Work instruction - Report back every line in the data that includes the string "Sobral".

(Data extracts Opens)

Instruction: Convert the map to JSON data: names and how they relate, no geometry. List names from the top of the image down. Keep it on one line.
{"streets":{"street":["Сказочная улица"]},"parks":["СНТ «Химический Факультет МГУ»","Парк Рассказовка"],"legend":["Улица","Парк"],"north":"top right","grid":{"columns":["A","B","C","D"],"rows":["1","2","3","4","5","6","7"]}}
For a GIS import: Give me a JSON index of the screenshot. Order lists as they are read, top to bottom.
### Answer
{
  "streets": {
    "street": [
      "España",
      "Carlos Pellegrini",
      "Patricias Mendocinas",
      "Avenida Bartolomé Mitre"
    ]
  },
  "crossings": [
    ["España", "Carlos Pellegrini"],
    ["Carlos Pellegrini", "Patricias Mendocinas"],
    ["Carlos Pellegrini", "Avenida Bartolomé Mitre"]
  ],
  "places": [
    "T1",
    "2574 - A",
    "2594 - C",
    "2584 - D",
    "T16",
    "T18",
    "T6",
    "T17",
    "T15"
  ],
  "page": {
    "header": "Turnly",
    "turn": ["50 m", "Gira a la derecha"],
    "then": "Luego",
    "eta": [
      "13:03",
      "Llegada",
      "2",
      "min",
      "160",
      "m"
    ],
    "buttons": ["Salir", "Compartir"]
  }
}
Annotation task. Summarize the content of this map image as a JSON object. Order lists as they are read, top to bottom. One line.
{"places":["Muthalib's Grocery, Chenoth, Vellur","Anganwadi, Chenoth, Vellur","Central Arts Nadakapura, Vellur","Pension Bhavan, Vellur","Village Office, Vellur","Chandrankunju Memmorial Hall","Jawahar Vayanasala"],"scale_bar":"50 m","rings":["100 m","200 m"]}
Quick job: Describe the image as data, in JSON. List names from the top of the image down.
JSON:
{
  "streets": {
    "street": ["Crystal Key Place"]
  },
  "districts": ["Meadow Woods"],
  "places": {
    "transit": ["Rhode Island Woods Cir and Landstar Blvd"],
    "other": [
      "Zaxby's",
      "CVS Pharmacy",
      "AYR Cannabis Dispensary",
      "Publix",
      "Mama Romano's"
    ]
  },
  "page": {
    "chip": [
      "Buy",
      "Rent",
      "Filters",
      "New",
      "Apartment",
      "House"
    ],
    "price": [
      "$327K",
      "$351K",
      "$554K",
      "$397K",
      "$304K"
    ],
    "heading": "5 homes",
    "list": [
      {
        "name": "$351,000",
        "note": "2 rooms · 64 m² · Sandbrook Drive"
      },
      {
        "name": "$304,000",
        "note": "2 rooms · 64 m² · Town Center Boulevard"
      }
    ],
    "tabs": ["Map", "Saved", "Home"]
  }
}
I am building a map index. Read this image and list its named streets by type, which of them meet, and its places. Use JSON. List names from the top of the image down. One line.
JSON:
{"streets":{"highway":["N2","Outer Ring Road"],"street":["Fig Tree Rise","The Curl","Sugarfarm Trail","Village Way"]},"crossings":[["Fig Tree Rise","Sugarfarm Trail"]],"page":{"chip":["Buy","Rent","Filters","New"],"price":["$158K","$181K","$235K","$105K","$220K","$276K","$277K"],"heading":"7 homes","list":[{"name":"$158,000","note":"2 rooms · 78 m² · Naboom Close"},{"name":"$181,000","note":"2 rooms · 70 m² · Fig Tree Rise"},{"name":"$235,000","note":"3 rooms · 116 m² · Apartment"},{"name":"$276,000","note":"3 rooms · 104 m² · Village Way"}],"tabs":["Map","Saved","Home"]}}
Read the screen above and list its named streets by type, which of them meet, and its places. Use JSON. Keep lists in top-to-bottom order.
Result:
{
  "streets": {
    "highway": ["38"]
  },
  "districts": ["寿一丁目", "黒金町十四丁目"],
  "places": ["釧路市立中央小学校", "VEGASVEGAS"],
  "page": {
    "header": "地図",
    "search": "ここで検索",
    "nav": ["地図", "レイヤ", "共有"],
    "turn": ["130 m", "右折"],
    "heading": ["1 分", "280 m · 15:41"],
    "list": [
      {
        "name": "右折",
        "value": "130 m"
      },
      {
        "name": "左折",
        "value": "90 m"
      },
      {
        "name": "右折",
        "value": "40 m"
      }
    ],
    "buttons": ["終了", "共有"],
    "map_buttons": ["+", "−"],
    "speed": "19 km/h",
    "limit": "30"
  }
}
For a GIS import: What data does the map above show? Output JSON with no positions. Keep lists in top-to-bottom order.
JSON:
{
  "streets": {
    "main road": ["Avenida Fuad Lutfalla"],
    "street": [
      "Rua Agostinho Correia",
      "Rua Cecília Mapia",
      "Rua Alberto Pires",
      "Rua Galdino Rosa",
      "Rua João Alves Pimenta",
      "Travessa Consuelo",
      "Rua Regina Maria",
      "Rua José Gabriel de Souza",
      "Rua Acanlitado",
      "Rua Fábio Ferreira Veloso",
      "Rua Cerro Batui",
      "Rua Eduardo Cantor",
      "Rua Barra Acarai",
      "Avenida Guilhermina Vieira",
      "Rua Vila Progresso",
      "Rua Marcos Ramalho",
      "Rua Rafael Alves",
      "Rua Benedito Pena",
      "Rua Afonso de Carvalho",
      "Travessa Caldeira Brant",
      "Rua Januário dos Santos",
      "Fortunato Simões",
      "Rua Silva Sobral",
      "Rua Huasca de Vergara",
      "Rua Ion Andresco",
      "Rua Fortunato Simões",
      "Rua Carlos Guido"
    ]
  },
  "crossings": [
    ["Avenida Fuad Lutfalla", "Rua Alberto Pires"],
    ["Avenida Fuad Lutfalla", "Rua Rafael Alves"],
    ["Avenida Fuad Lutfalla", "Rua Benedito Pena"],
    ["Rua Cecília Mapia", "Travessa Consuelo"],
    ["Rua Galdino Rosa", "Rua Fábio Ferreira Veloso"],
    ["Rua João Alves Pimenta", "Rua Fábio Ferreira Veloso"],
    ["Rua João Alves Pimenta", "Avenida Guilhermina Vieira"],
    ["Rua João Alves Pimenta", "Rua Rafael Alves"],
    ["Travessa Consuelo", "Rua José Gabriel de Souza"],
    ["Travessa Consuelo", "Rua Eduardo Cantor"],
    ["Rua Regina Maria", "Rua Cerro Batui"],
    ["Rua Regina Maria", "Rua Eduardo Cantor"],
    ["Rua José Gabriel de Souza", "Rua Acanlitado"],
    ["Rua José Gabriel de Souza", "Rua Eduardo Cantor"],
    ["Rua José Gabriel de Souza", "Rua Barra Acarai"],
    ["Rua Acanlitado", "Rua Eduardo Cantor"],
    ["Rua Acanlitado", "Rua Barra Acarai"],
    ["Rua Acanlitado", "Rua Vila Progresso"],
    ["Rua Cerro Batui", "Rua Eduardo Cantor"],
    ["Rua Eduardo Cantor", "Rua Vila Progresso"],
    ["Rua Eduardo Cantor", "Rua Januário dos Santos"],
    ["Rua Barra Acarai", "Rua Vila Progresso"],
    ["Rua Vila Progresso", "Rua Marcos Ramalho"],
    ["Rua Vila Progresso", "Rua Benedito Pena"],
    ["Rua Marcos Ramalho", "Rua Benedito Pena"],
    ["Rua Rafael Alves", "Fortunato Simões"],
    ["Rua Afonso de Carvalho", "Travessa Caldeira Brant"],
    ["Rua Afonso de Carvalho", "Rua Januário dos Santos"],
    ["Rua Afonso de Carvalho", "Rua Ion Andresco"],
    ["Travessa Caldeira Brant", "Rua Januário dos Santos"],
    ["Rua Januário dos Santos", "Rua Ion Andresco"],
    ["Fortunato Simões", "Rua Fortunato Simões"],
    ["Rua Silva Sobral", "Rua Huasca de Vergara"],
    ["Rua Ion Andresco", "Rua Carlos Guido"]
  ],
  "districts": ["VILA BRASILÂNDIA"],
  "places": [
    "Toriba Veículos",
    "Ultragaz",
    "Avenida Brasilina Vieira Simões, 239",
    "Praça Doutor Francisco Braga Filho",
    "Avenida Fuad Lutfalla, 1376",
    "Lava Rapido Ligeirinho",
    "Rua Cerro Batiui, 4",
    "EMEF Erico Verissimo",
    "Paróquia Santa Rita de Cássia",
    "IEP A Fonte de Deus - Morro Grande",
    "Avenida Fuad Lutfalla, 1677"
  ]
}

(Data extracts Closes)

Solution for this exercise -
      "Rua Silva Sobral",
    ["Rua Silva Sobral", "Rua Huasca de Vergara"],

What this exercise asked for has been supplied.